Hace sólo tres meses, al hilo de los rumores sobre posibles cambios en el liderazgo de Ciudadanos, Edmundo Bal salió al quite y aseguró que “siempre” guardaría fidelidad política a Inés Arrimadas. Se definió como su “leal escudero” y le ratificó su apoyo: “Le di mi palabra”.
Aquellas palabras, todavía recientes, contrastan con la presentación de su candidatura a dirigir del partido como alternativa a Arrimadas. En este contexto, en una entrevista en EL ESPAÑOL, dijo que “ya es tarde para los pactos”: “Ahora son ellos [Arrimadas y su entorno] los que, si quieren, pueden venir conmigo”.
Hoy, en otra entrevista en estas páginas, el portavoz parlamentario de Ciudadanos en el Parlamento cántabro, Felisuco, alerta sobre el riesgo de mantener esta disputa fratricida. Asegura que está en juego que la única opción genuinamente liberal de la política nacional eche la persiana y pide a Bal que retire su candidatura. No le falta razón.
Los últimos datos demoscópicos revelan que si hoy hubiera elecciones generales, Ciudadanos tendría muy complicado obtener representación en el Congreso de los Diputados.

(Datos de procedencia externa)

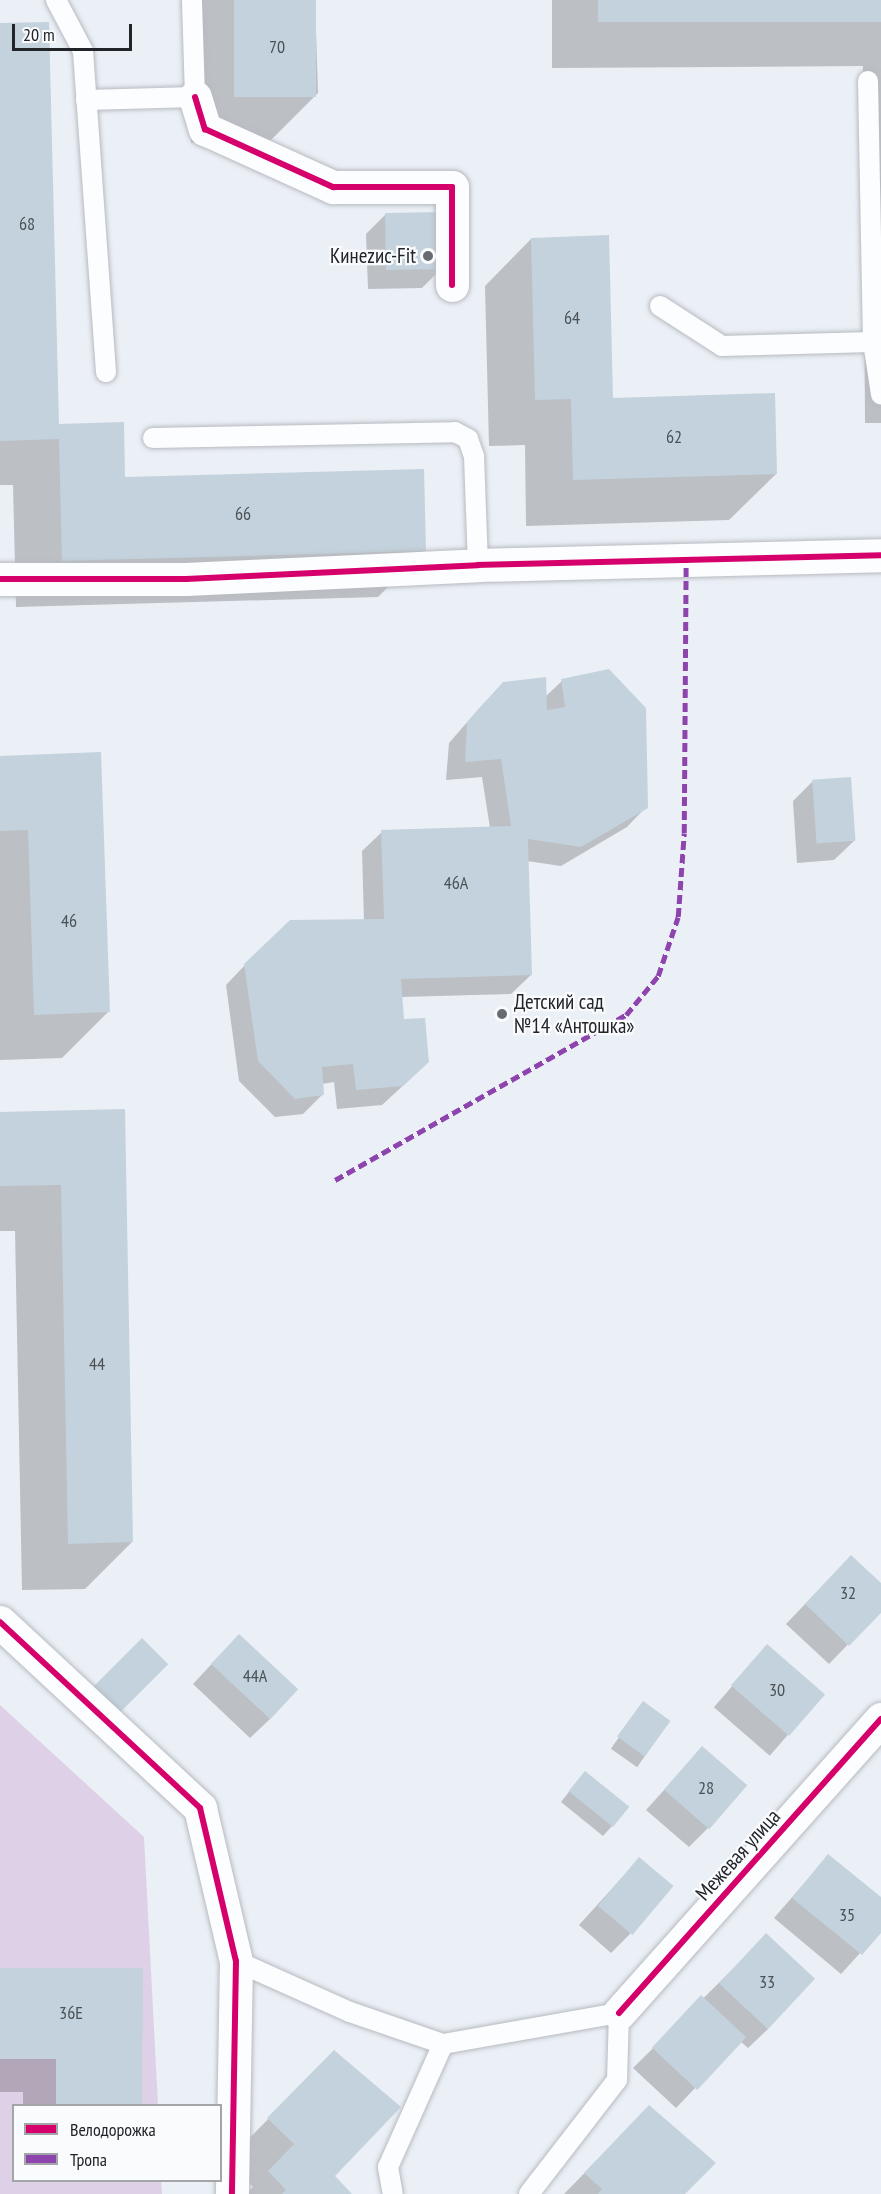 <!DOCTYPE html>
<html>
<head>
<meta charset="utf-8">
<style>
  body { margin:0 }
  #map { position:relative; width:881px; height:2194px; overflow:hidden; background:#ebeff6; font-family:"PT Sans Narrow",sans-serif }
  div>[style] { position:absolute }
  .green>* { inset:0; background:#ded1e7 }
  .shadow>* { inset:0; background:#0003; transform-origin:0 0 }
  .building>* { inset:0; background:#c3d2dc; transform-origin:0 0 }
  .roads { filter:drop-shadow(0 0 2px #b7bbc0) drop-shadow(0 0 2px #b7bbc0) }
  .lane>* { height:20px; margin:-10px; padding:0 10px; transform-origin:10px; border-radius:10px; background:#fcfdfe }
  .street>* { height:33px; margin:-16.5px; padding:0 16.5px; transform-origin:16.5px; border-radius:16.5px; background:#fcfdfe }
  .quiet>* { height:4.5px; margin-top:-2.25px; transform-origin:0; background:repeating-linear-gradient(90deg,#8e44ad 0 9px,transparent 0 13.5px) }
  .cycleway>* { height:6px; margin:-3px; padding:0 3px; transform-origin:3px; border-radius:3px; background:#d6006c }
  .dots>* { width:16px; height:16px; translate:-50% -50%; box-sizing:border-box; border:3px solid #f9fbfd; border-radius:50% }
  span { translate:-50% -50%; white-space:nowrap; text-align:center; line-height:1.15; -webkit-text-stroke:4.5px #f9fbfd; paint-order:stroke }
  .number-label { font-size:18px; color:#4a5056 }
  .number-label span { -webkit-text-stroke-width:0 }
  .poi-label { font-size:21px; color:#212429 }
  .right { translate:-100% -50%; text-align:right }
  .left { translate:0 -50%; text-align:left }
  .street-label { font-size:21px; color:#212429 }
  .legend { position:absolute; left:12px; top:2104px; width:210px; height:78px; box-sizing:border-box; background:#f9fbfd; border:2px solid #a3a5a8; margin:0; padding:8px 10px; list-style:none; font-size:18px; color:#212429 }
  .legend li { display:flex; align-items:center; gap:12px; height:30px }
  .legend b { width:30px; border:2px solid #a3a5a8 }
  .scale { position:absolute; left:12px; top:24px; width:120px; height:27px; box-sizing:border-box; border:3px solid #212429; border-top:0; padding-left:8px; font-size:18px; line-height:21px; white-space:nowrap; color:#212429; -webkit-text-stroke:4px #f9fbfd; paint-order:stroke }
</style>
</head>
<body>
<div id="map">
  <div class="green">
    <i style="clip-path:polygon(0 1705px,144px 1837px,158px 2105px,14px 2106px,14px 2180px,161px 2181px,162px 2194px,0 2194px)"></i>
  </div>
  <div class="shadow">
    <i style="clip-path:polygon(186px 0,315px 0,318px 93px,271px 140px,191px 143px)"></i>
    <i style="clip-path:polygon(552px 0,881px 0,881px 423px,865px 423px,863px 66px,552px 68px)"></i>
    <i style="clip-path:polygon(0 25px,58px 426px,124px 478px,424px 551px,378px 597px,16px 607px,13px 485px,0 485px)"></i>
    <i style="clip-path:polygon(385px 215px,442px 268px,422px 288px,368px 289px,366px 234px)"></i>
    <i style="clip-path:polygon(531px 239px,612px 399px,776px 474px,729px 520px,526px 526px,525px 445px,489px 446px,485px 286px)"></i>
    <i style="clip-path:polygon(562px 681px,646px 807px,627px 827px,561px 866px,527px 861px,531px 975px,511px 994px,401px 997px,408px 1081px,382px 1105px,337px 1109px,334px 1082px,322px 1084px,322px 1095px,303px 1114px,275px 1117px,239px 1081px,226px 985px,245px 965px,364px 921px,362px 851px,382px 832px,490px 828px,482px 777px,446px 780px,449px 743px,484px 703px,545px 697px)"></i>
    <i style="clip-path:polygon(0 757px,109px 1011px,62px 1058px,0 1060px)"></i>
    <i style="clip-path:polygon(812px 782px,854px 841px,834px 860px,797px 863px,793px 801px)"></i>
    <i style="clip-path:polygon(123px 1111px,132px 1542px,85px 1589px,22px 1590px,15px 1231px,0 1231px,0 1113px)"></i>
    <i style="clip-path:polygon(832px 1576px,881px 1585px,881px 1610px,829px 1664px,786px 1624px)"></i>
    <i style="left:767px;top:1646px;width:74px;height:81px;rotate:41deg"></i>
    <i style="clip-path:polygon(220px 1655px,270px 1719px,250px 1738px,193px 1684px)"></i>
    <i style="left:643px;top:1703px;width:32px;height:56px;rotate:35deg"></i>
    <i style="clip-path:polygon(702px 1748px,709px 1827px,689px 1847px,646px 1810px)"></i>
    <i style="clip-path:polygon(576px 1783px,612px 1826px,603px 1836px,561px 1802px)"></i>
    <i style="clip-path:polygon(828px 1856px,881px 1899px,881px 1930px,841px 1974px,774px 1918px)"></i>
    <i style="clip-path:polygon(639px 1859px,630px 1934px,611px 1953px,579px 1925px)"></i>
    <i style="clip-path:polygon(747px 1955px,768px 2029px,748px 2048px,740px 2041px,676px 2108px,633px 2068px)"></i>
    <i style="clip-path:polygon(0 1969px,141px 2106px,23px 2106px,23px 2092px,0 2092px)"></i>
    <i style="clip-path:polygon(293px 2094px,333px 2176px,350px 2194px,246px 2194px,253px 2187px,227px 2161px)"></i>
    <i style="clip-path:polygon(608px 2149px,683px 2194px,564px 2194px)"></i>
  </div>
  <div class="building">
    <i style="left:234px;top:0;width:82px;height:97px"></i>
    <i style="left:598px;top:0;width:283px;height:22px"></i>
    <i style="clip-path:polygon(49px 22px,59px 424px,124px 422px,125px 477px,424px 469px,426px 551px,62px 561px,59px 439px,0 441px,0 23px)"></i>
    <i style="left:442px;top:212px;width:57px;height:57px;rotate:89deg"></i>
    <i style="clip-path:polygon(609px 235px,613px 398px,775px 393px,777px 474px,573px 480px,571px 399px,535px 400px,531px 238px)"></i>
    <i style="clip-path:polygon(609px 669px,646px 708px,648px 808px,581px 847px,528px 839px,532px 975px,401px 979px,404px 1019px,425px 1018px,429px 1062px,403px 1086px,356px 1090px,353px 1064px,322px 1067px,324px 1095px,295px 1099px,258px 1061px,244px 964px,290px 920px,384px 919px,381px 830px,511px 826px,501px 759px,465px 762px,467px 722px,503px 682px,546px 677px,547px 710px,565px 707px,561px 679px)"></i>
    <i style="clip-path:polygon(101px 752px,110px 1012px,34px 1015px,28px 830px,0 831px,0 756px)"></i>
    <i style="left:851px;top:777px;width:64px;height:39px;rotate:86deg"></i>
    <i style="clip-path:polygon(125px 1109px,133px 1542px,68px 1544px,61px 1185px,0 1186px,0 1112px)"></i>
    <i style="clip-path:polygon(851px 1555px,881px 1583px,881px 1613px,849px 1646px,805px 1604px)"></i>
    <i style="left:239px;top:1634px;width:81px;height:41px;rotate:43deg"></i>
    <i style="left:142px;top:1638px;width:37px;height:69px;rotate:45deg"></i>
    <i style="left:767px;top:1644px;width:77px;height:55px;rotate:41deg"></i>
    <i style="left:643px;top:1701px;width:34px;height:44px;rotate:36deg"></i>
    <i style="left:702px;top:1746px;width:60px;height:58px;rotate:41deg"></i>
    <i style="left:585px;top:1771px;width:57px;height:26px;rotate:39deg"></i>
    <i style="clip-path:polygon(828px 1854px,881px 1897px,881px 1933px,862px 1955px,792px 1898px)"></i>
    <i style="left:639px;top:1857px;width:45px;height:64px;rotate:40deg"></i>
    <i style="left:766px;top:1933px;width:67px;height:69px;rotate:43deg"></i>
    <i style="clip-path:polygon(0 1968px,143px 1968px,142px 2106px,56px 2106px,56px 2059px,0 2059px)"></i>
    <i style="left:701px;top:1995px;width:62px;height:72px;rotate:43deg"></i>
    <i style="clip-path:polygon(334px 2050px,401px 2107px,335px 2176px,352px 2194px,282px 2194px,286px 2190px,268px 2171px,294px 2144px,267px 2118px)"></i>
    <i style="clip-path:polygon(649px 2105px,716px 2163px,685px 2194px,598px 2194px,602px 2189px,584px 2173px)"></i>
  </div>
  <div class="roads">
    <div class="lane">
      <i style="left:56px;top:0;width:58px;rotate:62.1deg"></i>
      <i style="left:83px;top:51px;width:322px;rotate:85.9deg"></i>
      <i style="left:868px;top:81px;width:261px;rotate:88.9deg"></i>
      <i style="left:873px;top:342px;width:53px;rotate:81.3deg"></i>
      <i style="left:86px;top:100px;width:109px;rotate:-1.6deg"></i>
      <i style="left:195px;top:97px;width:97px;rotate:-91.8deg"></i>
      <i style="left:660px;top:306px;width:74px;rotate:32.8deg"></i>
      <i style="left:722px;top:346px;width:151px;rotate:-1.5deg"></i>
      <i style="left:153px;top:438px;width:302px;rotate:-1.1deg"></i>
      <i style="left:455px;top:432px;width:15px;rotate:28deg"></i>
      <i style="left:468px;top:439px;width:18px;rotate:71deg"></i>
      <i style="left:474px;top:456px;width:109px;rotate:87.9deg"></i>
      <i style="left:236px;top:1961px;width:125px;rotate:24.1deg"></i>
      <i style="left:350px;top:2012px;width:98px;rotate:19deg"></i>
      <i style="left:443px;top:2044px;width:135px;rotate:114.1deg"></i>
      <i style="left:388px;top:2167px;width:27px;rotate:80deg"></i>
      <i style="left:443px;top:2044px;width:179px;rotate:-10deg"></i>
      <i style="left:619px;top:2013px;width:67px;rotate:91.7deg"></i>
      <i style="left:617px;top:2080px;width:144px;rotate:127.7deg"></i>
    </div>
    <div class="street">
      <i style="left:195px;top:97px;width:34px;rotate:73deg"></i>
      <i style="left:205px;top:129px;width:141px;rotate:24.4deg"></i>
      <i style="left:333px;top:187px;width:119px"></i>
      <i style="left:452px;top:187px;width:98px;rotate:90deg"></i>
      <i style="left:0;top:579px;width:186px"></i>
      <i style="left:186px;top:579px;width:292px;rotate:-2.7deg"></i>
      <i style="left:478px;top:565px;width:403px;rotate:-1.4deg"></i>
      <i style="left:0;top:1622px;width:273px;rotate:42.9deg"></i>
      <i style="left:200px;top:1808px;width:157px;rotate:76.8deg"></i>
      <i style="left:236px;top:1961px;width:233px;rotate:91deg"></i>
      <i style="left:619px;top:2013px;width:394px;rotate:-48.3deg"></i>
    </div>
  </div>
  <div class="quiet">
    <i style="left:335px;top:1180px;width:335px;rotate:-29.6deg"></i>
    <i style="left:626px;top:1015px;width:50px;rotate:-50.6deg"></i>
    <i style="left:658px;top:976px;width:62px;rotate:-71.3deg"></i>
    <i style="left:678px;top:917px;width:84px;rotate:-85.9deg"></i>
    <i style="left:684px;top:833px;width:273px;rotate:-89.6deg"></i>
  </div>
  <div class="cycleway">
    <i style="left:195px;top:97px;width:34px;rotate:73deg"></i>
    <i style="left:205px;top:129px;width:141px;rotate:24.4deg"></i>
    <i style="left:333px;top:187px;width:119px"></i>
    <i style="left:452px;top:187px;width:98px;rotate:90deg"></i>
    <i style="left:0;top:579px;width:186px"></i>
    <i style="left:186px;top:579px;width:292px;rotate:-2.7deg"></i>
    <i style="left:478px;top:565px;width:403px;rotate:-1.4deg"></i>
    <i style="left:0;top:1622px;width:273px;rotate:42.9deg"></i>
    <i style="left:200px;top:1808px;width:157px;rotate:76.8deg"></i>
    <i style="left:236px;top:1961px;width:233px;rotate:91deg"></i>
    <i style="left:619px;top:2013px;width:394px;rotate:-48.3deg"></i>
  </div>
  <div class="dots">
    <i style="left:428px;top:256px;background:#686b71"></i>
    <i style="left:502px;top:1014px;background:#686b71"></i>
  </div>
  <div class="number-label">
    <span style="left:277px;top:47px">70</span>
    <span style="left:27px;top:224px">68</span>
    <span style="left:572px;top:318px">64</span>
    <span style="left:674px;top:437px">62</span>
    <span style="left:243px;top:514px">66</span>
    <span style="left:456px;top:883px">46А</span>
    <span style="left:69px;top:921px">46</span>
    <span style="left:97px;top:1364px">44</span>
    <span style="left:848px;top:1593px">32</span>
    <span style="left:255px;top:1676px">44А</span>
    <span style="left:777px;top:1690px">30</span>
    <span style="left:706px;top:1788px">28</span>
    <span style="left:847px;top:1915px">35</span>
    <span style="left:767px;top:1982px">33</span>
    <span style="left:71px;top:2013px">36Е</span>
  </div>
  <div class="poi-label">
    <span class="right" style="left:416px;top:256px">Кинеzис-Fit</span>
    <span class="left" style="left:514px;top:1014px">Детский сад<br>№14 «Антошка»</span>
  </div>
  <div class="street-label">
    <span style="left:738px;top:1855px;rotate:-48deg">Межевая улица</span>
  </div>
  <ul class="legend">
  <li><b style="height:8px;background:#d6006c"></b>Велодорожка</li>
  <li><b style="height:8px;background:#8e44ad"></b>Тропа</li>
  </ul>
  <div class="scale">20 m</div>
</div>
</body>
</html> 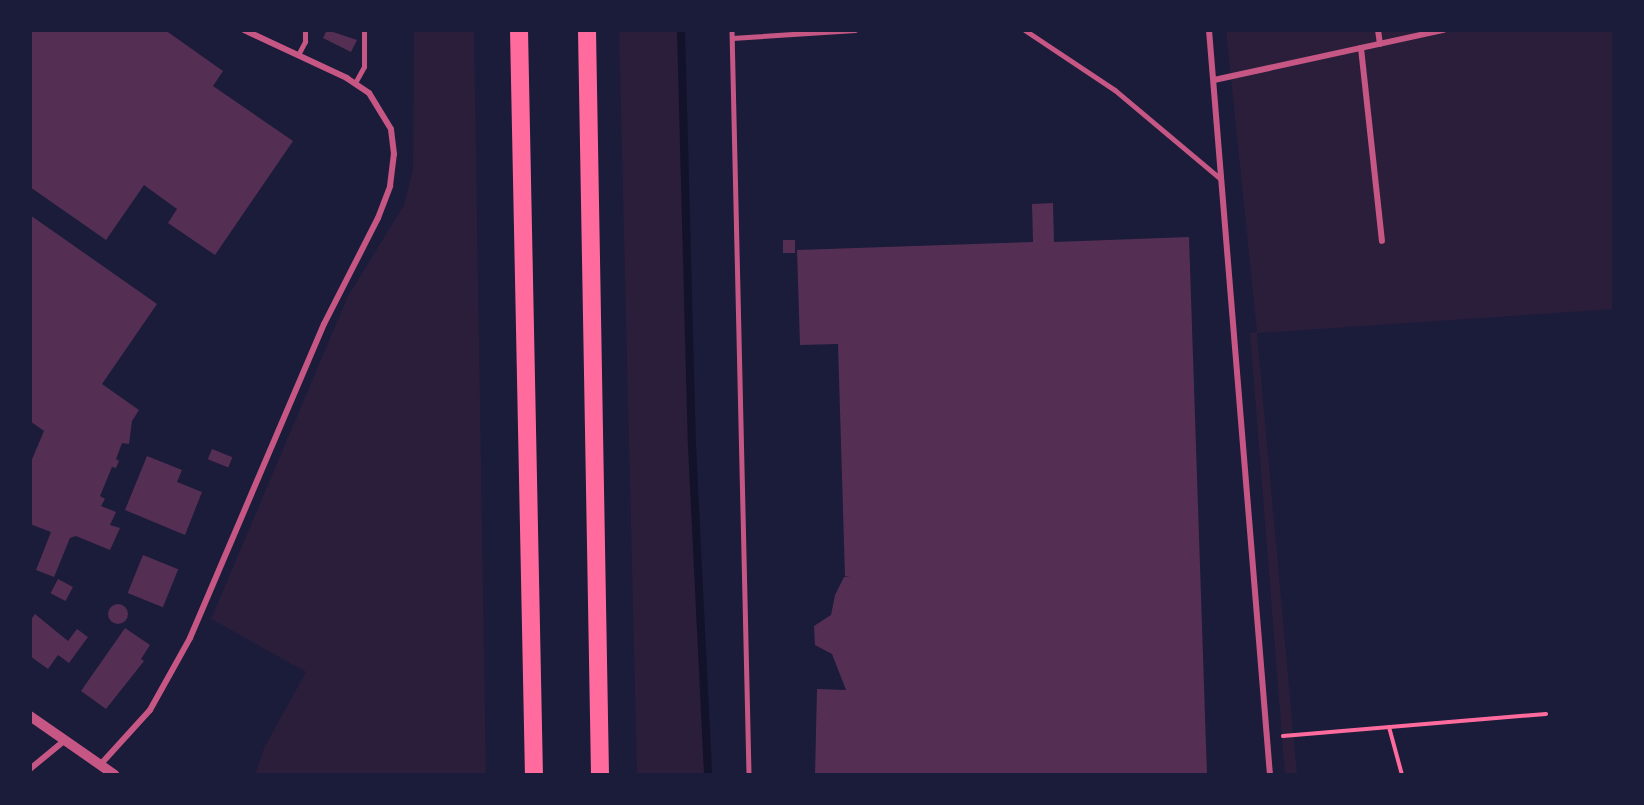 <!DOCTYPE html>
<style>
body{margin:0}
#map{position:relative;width:1644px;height:805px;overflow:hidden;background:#1b1b3a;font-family:"Exo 2",sans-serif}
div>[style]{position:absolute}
.green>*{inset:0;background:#2a1e3b}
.stream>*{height:8px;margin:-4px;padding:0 4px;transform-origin:4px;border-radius:4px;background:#12122b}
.building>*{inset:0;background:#542f53;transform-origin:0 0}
.round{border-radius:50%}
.path>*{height:4px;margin:-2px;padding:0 2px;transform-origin:2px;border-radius:2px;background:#ff6b9d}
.service>*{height:4.5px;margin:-2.25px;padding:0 2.25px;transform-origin:2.25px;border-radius:2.25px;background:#c65784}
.minor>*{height:6px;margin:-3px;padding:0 3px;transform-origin:3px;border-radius:3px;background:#c65784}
.tertiary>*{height:10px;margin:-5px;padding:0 5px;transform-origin:5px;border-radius:5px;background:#c65784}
.motorway>*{height:18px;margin:-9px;padding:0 9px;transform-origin:9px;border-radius:9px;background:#ff6b9d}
span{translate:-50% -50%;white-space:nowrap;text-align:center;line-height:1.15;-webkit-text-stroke:5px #1b1b3a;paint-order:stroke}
.frame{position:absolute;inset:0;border:32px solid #1b1b3a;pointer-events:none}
</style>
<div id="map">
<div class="green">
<i style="clip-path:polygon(414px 30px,474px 30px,486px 775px,255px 775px,264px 748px,306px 672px,211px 619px,348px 296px,404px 205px,413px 170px)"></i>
<i style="clip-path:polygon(619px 30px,681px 30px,692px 446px,708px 775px,637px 775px)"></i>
<i style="clip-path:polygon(1226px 30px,1614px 30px,1614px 309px,1257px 333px,1297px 775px,1285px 775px,1250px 333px,1257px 332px)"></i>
</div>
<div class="stream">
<i style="left:681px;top:30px;width:416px;rotate:88.5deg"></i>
<i style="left:692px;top:446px;width:329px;rotate:87.2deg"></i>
</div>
<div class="building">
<i style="clip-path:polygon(30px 30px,165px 30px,223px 71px,213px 86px,293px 141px,215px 255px,168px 223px,177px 209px,144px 185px,106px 240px,30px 187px)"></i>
<i style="clip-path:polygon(327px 30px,357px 40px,351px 52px,323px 38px)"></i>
<i style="clip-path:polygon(1053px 203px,1054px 242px,1189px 237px,1207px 775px,815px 775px,817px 689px,846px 690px,832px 654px,815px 645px,814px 626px,831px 615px,835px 595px,844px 577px,850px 576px,845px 576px,838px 344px,800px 345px,797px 250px,1033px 242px,1032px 204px)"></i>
<i style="clip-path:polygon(30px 215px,157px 304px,102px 384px,139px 410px,132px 421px,129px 444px,122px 443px,116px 459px,119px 461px,116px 468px,112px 467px,100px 496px,105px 499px,101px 506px,116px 512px,110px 525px,120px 528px,110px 550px,76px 536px,70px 538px,54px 577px,36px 570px,51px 532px,30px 524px,30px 464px,44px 431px,30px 421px)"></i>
<i style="left:783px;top:240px;width:12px;height:13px"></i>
<i style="left:212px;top:449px;width:22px;height:11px;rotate:22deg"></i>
<i style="clip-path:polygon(147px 456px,182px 470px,177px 482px,202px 492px,185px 535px,125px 510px)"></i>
<i style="left:143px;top:555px;width:38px;height:41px;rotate:22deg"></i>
<i style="left:58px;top:579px;width:17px;height:16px;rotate:28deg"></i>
<i class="round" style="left:108px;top:604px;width:20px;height:20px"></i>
<i style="clip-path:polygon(35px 614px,68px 641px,77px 629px,88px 637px,69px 663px,58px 655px,48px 669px,30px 656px,30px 621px)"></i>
<i style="clip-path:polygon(125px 628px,150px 645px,141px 659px,144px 661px,106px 709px,81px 691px)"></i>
</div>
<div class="path">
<i style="left:1389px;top:727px;width:50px;rotate:74.8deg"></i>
<i style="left:1283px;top:736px;width:264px;rotate:-4.8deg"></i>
</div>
<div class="service">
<i style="left:732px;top:30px;width:745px;rotate:88.69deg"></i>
<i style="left:1025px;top:30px;width:108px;rotate:33.7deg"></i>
<i style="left:1115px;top:90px;width:137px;rotate:40deg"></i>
<i style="left:732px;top:38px;width:123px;rotate:-3.7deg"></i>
<i style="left:298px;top:55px;width:15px;rotate:-62deg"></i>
<i style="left:305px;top:42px;width:12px;rotate:-90deg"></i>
<i style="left:355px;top:83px;width:18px;rotate:-61deg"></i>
<i style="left:364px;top:67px;width:37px;rotate:-90deg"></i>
</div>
<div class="minor">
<i style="left:1209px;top:30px;width:747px;rotate:85.32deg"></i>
<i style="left:1378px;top:30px;width:14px;rotate:82deg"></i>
<i style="left:1361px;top:48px;width:194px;rotate:83.8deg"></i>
<i style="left:1214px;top:80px;width:235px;rotate:-12.3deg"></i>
<i style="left:100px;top:765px;width:74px;rotate:-47.7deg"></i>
<i style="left:150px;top:710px;width:82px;rotate:-60.9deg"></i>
<i style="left:190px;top:638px;width:341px;rotate:-66.9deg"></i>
<i style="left:324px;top:324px;width:119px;rotate:-63deg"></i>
<i style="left:378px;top:218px;width:34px;rotate:-69deg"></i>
<i style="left:390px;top:186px;width:32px;rotate:-83deg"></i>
<i style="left:394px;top:154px;width:25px;rotate:-97deg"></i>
<i style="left:391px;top:129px;width:42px;rotate:-121.4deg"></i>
<i style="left:369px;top:93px;width:27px;rotate:-146deg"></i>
<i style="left:347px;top:78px;width:114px;rotate:-155deg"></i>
<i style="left:30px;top:769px;width:45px;rotate:-39.6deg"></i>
</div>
<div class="tertiary">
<i style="left:30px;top:716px;width:103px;rotate:34.8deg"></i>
</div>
<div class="motorway">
<i style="left:519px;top:30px;width:745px;rotate:88.85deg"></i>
<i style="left:587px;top:30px;width:745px;rotate:89deg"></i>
</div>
<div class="frame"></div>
</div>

Está claro que el partido necesita un revulsivo para volver a conectar con los votantes, y que en el actual ambiente de polarización la solución es muy complicada. Pero como desde luego no va a encontrar la fórmula de recuperarse es ahondando la división interna.
Edmundo Bal, hombre de una solidez política indiscutible, debería aceptar la mano que le tiende Arrimadas para remar juntos y en la misma dirección. Sea cual sea el destino de Ciudadanos, tiene que afrontarlo desde la unidad. Si no, el remedio puede ser peor que la enfermedad. Buscar salidas que fragmentan aún más un partido en crisis es un plan suicida.
En un momento en el que la democracia se resiente, envenenada por los bloques, EL ESPAÑOL ha defendido particularmente la importancia de un partido liberal capaz de tejer acuerdos, un partido que no haga depender el país de los extremos. Durante años, Ciudadanos ha mantenido viva esa llama, que ahora languidece.
Sólo por eso, incluso en el caso de que los españoles decidan en 2023 que Arrimadas y los suyos deben salir del Parlamento, la manera de hacerlo nunca debería ser con una batalla campal y entre reproches.